Ccex7cmWAAEvkGtCada mes de marzo, en torno al 19, la Iglesia celebra el Día del Seminario: 24 horas para mirar a las casas que forman, educan y modelan el corazón de cada uno de los que se ofrecen a Dios para servirle en los hermanos. Esta jornada va siempre acompañada de un lema que marca el tono en el que se desarrollará. El de este año, “Enviados a reconciliar”, me pareció acertadísimo desde el primer día en que lo leí, cuando el cartel comenzaba a filtrarse por la Red. Os cuento por qué:

  • Enviados: el que va como enviado, va de parte de alguien; en este caso, cada sacerdote es un enviado de Dios, es Él mismo en persona el que lo manda a alguien que estima lo suficiente como para dedicarle una persona a su servicio: al mundo y a la Iglesia, a cada uno de los bautizados, sean practicantes o no; incluso a los que no se han acercado todavía a ningún sacramento. El enviado actúa siempre con la autoridad del que lo envía, lo representa en los múltiples sitios en los que ha preferido no estar cien por cien presente. Y para esto necesita una formación y unas cualidades: algunas están en él desde su nacimiento, otras se van adquiriendo, así se entiende que haya que cuidar tanto los Seminarios: son el horno del que depende en gran medida la temperatura de la fe del pueblo.
  • A: es un pequeño detalle, casi inapreciable como palabra, pero una vez más son las cosas pequeñas las que dicen mucho. Nadie es enviado a nada, siempre hay una misión, un motivo, algo por lo que ponerse en marcha. La de este lema es el sentido del envío, el porqué; que pasa a convertirse en el sentido de toda la vida, porque es imposible entregarse guardándote una parte de ti mismo. La vocación da sentido a todo lo que pongas delante, a todo lo que no quieras reservarte para ti solo.
  • Reconciliar: es compartir la misma vocación de Jesús, la que vemos en el Evangelio de este domingo (la mujer que iba a ser lapidada). El gran plan de Dios para el mundo no es otro que este: reconciliarlo consigo mismo sin pedirle cuenta de los pecados. Para esto el éxodo, los profetas, la Cruz, el Espíritu Santo, los sacramentos, la Iglesia… Ser sacerdote es sumar tus manos a este proyecto, reconciliando a cada persona sanando sus heridas, ofreciéndole una verdad que le ayude en medio del relativismo que dificulta la unidad; reconciliando al mundo siendo el nudo que Dios hace para unir vidas, grupos, parejas, familias divididas… Reconciliar a todos con Dios, por el sacramento del perdón, que es un regalo que nunca merecimos y que nunca agotaremos.
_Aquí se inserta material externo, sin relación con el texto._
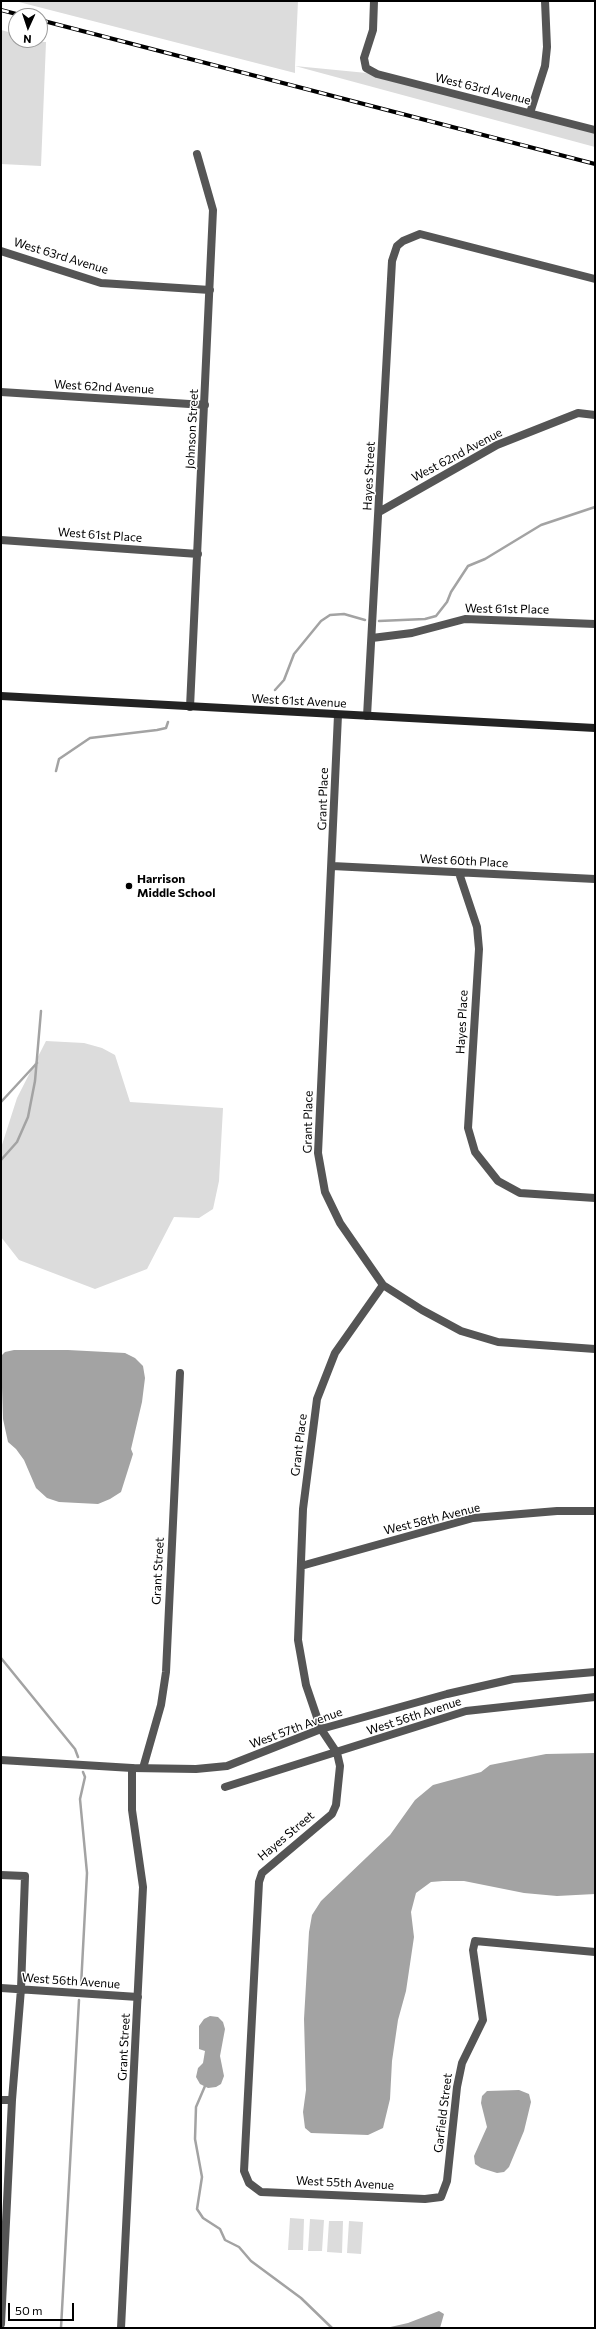 <!DOCTYPE html>
<style>
body{margin:0}
#map{position:relative;width:596px;height:2329px;overflow:hidden;background:#fff;font-family:Commissioner,sans-serif}
canvas{display:block}
.frame{position:absolute;inset:0;border:2px solid #000;pointer-events:none}
.north{position:absolute;left:8px;top:8px;width:40px;height:40px;box-sizing:border-box;background:#fff;border:1px solid #999;border-radius:50%;rotate:183deg;font-size:11px;font-weight:700;line-height:16px;text-align:center;color:#000}
.north::after{content:'';display:block;margin:auto;width:14px;height:18px;background:#000;clip-path:polygon(50% 0,100% 100%,50% 72%,0 100%)}
.scale{position:absolute;left:8px;top:2303px;width:66px;height:18px;box-sizing:border-box;border:2px solid #000;border-top:0;padding-left:5px;font-size:12px;line-height:14px;white-space:nowrap;color:#000;-webkit-text-stroke:3px #fff;paint-order:stroke}
</style>
<div id="map">
<canvas width="596" height="2329"></canvas>
<div class="frame"></div>
<div class="north">N</div>
<div class="scale">50 m</div>
</div>
<script>
const ctx = document.querySelector('canvas').getContext('2d');
ctx.lineJoin = 'round';
function paint(path, color) { ctx.fillStyle = color; ctx.fill(path, 'evenodd'); }
const shape = rows => new Path2D(rows.map(r => 'M' + r).join(''));
function stroke(path, color, width, dash) { ctx.strokeStyle = color; ctx.lineWidth = width; ctx.lineCap = dash ? 'butt' : 'round'; ctx.setLineDash(dash || []); ctx.stroke(path); }
function label(font, color, halo, rows, align = 'center') {
  ctx.font = font + ' Commissioner,sans-serif'; ctx.lineWidth = 3; ctx.setLineDash([]); ctx.textBaseline = 'middle'; ctx.strokeStyle = halo; ctx.fillStyle = color; for (const [text, x, y, turn = 0] of rows) {
    ctx.save(); ctx.translate(x, y); ctx.rotate((+turn || 0) * Math.PI / 180); ctx.textAlign = isNaN(turn) ? turn : align; if (halo) ctx.strokeText(text, 0, 0); ctx.fillText(text, 0, 0); ctx.restore();
  }
}
paint(shape([
 [15,1,298,1,295,66,377,74,595,130,595,147,295,66,295,73],
 [1,30,16,34,16,40,46,42,41,166,1,164],
 [46,1041,84,1043,102,1048,115,1055,130,1102,223,1108,219,1181,213,1209,199,1218,174,1217,147,1269,95,1289,19,1260,1,1237,1,1148,17,1098],
 [290,2218,304,2219,303,2250,288,2250],
 [310,2219,324,2220,322,2251,308,2251],
 [329,2221,343,2221,342,2253,327,2252],
 [349,2221,363,2222,361,2254,347,2253]
]), '#dcdcdc');
paint(shape([
 [14,1350,68,1350,125,1353,135,1358,143,1366,145,1378,142,1402,131,1449,133,1454,121,1492,110,1499,98,1504,59,1502,47,1498,36,1488,24,1460,16,1449,8,1442,3,1419,1,1356,5,1352],
 [595,1753,595,1894,557,1896,524,1893,464,1881,443,1881,431,1882,416,1893,411,1912,414,1937,406,1991,398,2020,392,2061,390,2099,383,2128,368,2135,311,2133,305,2128,303,2112,306,2090,304,2019,309,1932,312,1915,321,1901,390,1835,415,1800,433,1785,481,1772,490,1765,546,1754],
 [210,2016,218,2017,223,2022,225,2029,220,2056,224,2076,221,2084,216,2087,208,2088,200,2084,196,2077,198,2068,203,2063,205,2051,199,2049,199,2026,204,2019],
 [519,2090,529,2094,531,2102,524,2131,509,2167,504,2172,497,2173,481,2168,475,2164,474,2156,487,2127,481,2103,482,2096,487,2091],
 [439,2311,444,2314,440,2328,369,2328,386,2328,408,2323]
]), '#a3a3a3');
stroke(shape([
 [379,621,425,619,436,616,447,602,451,592,468,566,485,559,541,525,595,507],
 [275,690,284,680,294,654,321,621,330,615,344,614,365,620],
 [56,771,59,759,90,738,157,730,166,728,168,722],
 [1,1102,37,1063],
 [1,1160,17,1142,28,1117,35,1081,41,1011],
 [1,1658,75,1749,78,1757],
 [81,1986,87,1873,80,1799,85,1777,83,1772],
 [205,2086,196,2107,195,2139,202,2177,197,2209,203,2218,220,2229,225,2240,239,2247,251,2261,301,2298,332,2328],
 [61,2328,79,2000]
]), '#a3a3a3', 2.5);
stroke(shape([
 [374,1,373,30,364,58,366,68,377,74,595,130],
 [530,113,545,66,547,47,545,1],
 [1,251,101,283,210,290],
 [1,392,205,405],
 [379,512,497,445,578,413,595,415],
 [1,540,198,554],
 [372,638,412,633,465,619,595,624],
 [190,707,213,210,197,154],
 [338,715,318,1153,325,1192,340,1223,383,1285,335,1353,317,1399,303,1509,298,1640,306,1685,321,1729,337,1753,340,1766,336,1805,332,1814,262,1873,259,1882,244,2171,249,2183,261,2192,425,2199,441,2197,447,2181,457,2087,462,2063,483,2020,473,1950,475,1941,595,1952],
 [367,716,392,261,397,246,403,241,420,234,595,279],
 [332,866,595,879],
 [459,873,477,927,479,949,468,1128,475,1152,498,1181,520,1193,595,1198],
 [383,1285,422,1310,461,1331,498,1342,595,1349],
 [301,1566,473,1518,557,1511,595,1511],
 [143,1768,161,1705,166,1672,180,1373],
 [225,1787,466,1711,595,1697],
 [1,1875,25,1876,21,1989,12,2100,1,2324],
 [1,1988,138,1997],
 [1,2100,12,2100],
 [121,2328,143,1887,132,1810,132,1768]
]), '#555', 8);
stroke(shape([
 [1,1760,132,1768,196,1769,227,1766,321,1729,447,1694,513,1679,595,1672]
]), '#555', 8);
stroke(shape([
 [1,696,595,728]
]), '#222', 8);
const rail = shape([
 [1,10,24,16],
 [40,20,595,164]
]);
stroke(rail, '#000', 4);
stroke(rail, '#fff', 2.5, [8]);
for (const [x, y, r, color] of [
 [129,886,4,"#000"]
]) { const dot = new Path2D(); dot.arc(x, y, r, 0, 2 * Math.PI); ctx.fillStyle = color; ctx.fill(dot); stroke(dot, '#fff', 1.5); }
label('12px', '#000', '#fff', [
 ["West 63rd Avenue",483,89,14],
 ["West 63rd Avenue",61,256,17],
 ["West 62nd Avenue",104,387,3],
 ["Johnson Street",192,429,-87],
 ["West 62nd Avenue",457,455,-28],
 ["Hayes Street",369,476,-87],
 ["West 61st Place",100,535,4],
 ["West 61st Place",507,609,1],
 ["West 61st Avenue",299,701,3],
 ["Grant Place",323,799,-88],
 ["West 60th Place",464,861,3],
 ["Hayes Place",462,1022,-87],
 ["Grant Place",308,1122,-89],
 ["Grant Place",299,1445,-83],
 ["West 58th Avenue",432,1519,-14],
 ["Grant Street",158,1571,-87],
 ["West 56th Avenue",414,1716,-18],
 ["West 57th Avenue",296,1728,-20],
 ["Hayes Street",286,1836,-40],
 ["West 56th Avenue",71,1981,4],
 ["Grant Street",124,2047,-87],
 ["Garfield Street",443,2113,-83],
 ["West 55th Avenue",345,2183,3]
]);
label('bold 12px', '#000', '#fff', [
 ["Harrison",137,879],
 ["Middle School",137,893]
], 'left');
</script>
Si crees que tu vida está llamada a dejar huella, y realmente quieres que esa no se borre, escríbela dentro de otros. Los sacerdotes no brillan porque trabajan con lo invisible: con la esperanza, la alegría, el corazón, las heridas interiores… con lo importante, que no siempre es lo que pueden captar los ojos, como pasa con Dios.

En este Día del Seminario puedo asegurártelo con 3 años de experiencia ya: merece la pena entregar la vida para que muchos la ganen gracias a ti; merece la pena colaborar mano a mano con Dios, porque así nunca se acaban las fuerzas; merece la pena dar el paso aunque haya dudas; merece la vida querer ser enviado a reconciliar.